Here’s what you should know about May Day.
Protests around the world
The rising cost of living linked to the conflict in the Middle East emerged as a key issue in Friday’s marches.
In Manila, the capital of the Philippines, large crowds denounced the United States’ role in the war with Iran. Protesters clashed with police who blocked their path near the US embassy.
Indonesian President Prabowo Subianto joined a protest in Jakarta, where workers demanded greater government protection in the face of rising prices and difficulties in finding raw materials for key industries.
On a main avenue in Casablanca, Morocco’s largest city, taxi drivers honked their horns and bus drivers parked their vehicles to protest rising fuel costs.

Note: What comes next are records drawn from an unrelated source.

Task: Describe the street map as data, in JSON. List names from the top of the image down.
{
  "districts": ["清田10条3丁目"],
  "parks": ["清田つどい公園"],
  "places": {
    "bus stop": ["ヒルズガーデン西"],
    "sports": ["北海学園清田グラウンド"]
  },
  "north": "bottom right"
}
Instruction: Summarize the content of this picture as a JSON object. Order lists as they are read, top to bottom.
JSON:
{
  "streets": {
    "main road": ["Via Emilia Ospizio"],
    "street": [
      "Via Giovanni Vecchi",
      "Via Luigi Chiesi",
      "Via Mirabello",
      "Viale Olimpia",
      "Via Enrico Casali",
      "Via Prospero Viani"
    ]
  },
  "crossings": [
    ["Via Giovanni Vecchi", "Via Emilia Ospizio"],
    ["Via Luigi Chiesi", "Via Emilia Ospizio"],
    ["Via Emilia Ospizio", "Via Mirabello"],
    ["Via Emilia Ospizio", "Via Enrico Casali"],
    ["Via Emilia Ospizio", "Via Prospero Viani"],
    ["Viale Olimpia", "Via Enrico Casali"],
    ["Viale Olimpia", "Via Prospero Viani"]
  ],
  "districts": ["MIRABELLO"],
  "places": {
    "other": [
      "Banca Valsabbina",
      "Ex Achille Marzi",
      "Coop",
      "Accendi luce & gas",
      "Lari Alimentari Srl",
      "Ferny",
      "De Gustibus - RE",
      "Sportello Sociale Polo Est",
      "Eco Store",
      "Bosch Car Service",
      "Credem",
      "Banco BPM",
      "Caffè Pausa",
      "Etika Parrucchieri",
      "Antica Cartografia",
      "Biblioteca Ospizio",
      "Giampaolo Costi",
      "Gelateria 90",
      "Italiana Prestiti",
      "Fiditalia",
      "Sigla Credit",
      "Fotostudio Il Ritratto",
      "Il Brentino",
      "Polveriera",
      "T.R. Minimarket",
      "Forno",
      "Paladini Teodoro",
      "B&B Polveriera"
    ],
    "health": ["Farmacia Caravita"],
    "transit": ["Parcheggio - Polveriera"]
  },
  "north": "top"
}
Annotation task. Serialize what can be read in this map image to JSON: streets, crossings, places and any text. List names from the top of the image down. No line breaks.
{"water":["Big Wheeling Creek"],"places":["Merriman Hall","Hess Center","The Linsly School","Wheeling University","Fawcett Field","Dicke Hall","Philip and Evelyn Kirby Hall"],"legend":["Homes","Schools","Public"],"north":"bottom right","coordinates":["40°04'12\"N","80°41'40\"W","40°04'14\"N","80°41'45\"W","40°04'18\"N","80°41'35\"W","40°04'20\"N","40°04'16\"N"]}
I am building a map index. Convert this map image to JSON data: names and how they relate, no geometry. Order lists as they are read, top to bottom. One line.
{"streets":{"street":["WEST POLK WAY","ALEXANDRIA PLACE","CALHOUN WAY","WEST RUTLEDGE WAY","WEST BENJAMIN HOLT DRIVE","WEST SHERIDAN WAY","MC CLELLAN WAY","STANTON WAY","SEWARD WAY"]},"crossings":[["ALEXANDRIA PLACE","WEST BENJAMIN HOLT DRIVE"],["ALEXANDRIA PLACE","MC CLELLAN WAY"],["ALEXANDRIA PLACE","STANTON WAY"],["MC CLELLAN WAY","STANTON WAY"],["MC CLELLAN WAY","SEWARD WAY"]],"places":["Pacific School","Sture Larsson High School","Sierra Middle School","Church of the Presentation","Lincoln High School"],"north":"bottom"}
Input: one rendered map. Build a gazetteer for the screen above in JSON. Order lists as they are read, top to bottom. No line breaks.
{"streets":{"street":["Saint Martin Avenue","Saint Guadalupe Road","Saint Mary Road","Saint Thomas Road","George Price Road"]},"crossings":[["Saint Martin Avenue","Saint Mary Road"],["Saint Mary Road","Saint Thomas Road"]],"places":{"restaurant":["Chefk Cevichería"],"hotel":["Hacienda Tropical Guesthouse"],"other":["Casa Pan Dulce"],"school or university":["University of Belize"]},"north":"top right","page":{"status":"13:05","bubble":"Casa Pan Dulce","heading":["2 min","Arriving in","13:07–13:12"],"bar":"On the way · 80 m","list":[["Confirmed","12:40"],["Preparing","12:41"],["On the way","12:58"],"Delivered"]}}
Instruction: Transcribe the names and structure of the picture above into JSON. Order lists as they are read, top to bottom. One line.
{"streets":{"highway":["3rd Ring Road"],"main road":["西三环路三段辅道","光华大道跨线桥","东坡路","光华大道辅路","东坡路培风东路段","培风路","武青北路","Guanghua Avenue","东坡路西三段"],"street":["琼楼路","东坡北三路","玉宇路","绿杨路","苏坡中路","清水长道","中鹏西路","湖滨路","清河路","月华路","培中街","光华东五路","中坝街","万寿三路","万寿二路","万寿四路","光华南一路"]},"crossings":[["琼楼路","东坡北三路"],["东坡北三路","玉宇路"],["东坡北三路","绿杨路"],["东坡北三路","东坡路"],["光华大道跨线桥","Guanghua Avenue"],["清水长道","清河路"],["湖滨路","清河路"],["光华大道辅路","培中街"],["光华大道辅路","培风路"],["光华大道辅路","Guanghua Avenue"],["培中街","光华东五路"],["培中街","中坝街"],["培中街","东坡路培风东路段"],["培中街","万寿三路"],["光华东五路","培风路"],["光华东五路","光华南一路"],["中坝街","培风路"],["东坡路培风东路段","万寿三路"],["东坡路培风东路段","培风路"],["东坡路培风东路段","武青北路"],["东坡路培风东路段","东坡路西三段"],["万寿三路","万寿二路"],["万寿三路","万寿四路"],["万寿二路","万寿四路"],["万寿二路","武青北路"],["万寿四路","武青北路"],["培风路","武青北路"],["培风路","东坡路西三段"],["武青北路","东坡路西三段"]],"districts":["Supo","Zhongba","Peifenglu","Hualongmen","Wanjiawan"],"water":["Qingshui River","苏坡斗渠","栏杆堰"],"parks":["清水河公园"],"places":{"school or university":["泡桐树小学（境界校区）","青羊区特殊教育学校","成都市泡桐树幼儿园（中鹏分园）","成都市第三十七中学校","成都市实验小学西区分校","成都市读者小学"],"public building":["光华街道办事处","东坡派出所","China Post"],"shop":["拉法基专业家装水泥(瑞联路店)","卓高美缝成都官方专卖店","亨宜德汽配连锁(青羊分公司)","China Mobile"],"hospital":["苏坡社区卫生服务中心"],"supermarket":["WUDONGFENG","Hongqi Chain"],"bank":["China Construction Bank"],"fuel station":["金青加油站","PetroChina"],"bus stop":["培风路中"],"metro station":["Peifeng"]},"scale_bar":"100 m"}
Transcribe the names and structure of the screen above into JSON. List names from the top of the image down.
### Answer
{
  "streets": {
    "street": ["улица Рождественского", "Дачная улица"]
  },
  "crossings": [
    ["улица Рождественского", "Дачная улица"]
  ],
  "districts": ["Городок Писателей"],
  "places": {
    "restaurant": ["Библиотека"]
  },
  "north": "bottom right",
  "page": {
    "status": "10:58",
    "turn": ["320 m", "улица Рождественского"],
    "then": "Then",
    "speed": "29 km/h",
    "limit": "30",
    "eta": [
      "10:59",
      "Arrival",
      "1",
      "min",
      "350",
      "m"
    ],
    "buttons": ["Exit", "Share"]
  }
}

“All my expenses have gone up, but my salaries have not moved,” said Akherraz Lhachimi of the Moroccan Labor Union.
In Istanbul, Turkish authorities detained hundreds of protesters for attempting to march in areas declared off-limits for security reasons, particularly the central Taksim Square, the epicenter of the 2013 protests. May Day marches in Turkey are often marred by clashes with authorities.
Tens of thousands of people packed a public square in front of the US embassy in Havana, celebrating Cuba’s workers and denouncing US sanctions. Many carried banners with the slogans “Down with imperialism” and “U.S. hands off Cuba.” President Miguel Díaz-Canel and former President Raúl Castro attended the event.
Several protests were held in South Africa, where the head of the Congress of South African Trade Unions, Zingiswa Losi, said workers were “suffocating” over rising costs of food, electricity, transport and healthcare.
Mandatory holiday in France
May Day has special meaning this year in France following a heated debate over whether working should be allowed on the country’s most protected holiday – the only one when most employees have a mandatory paid day off.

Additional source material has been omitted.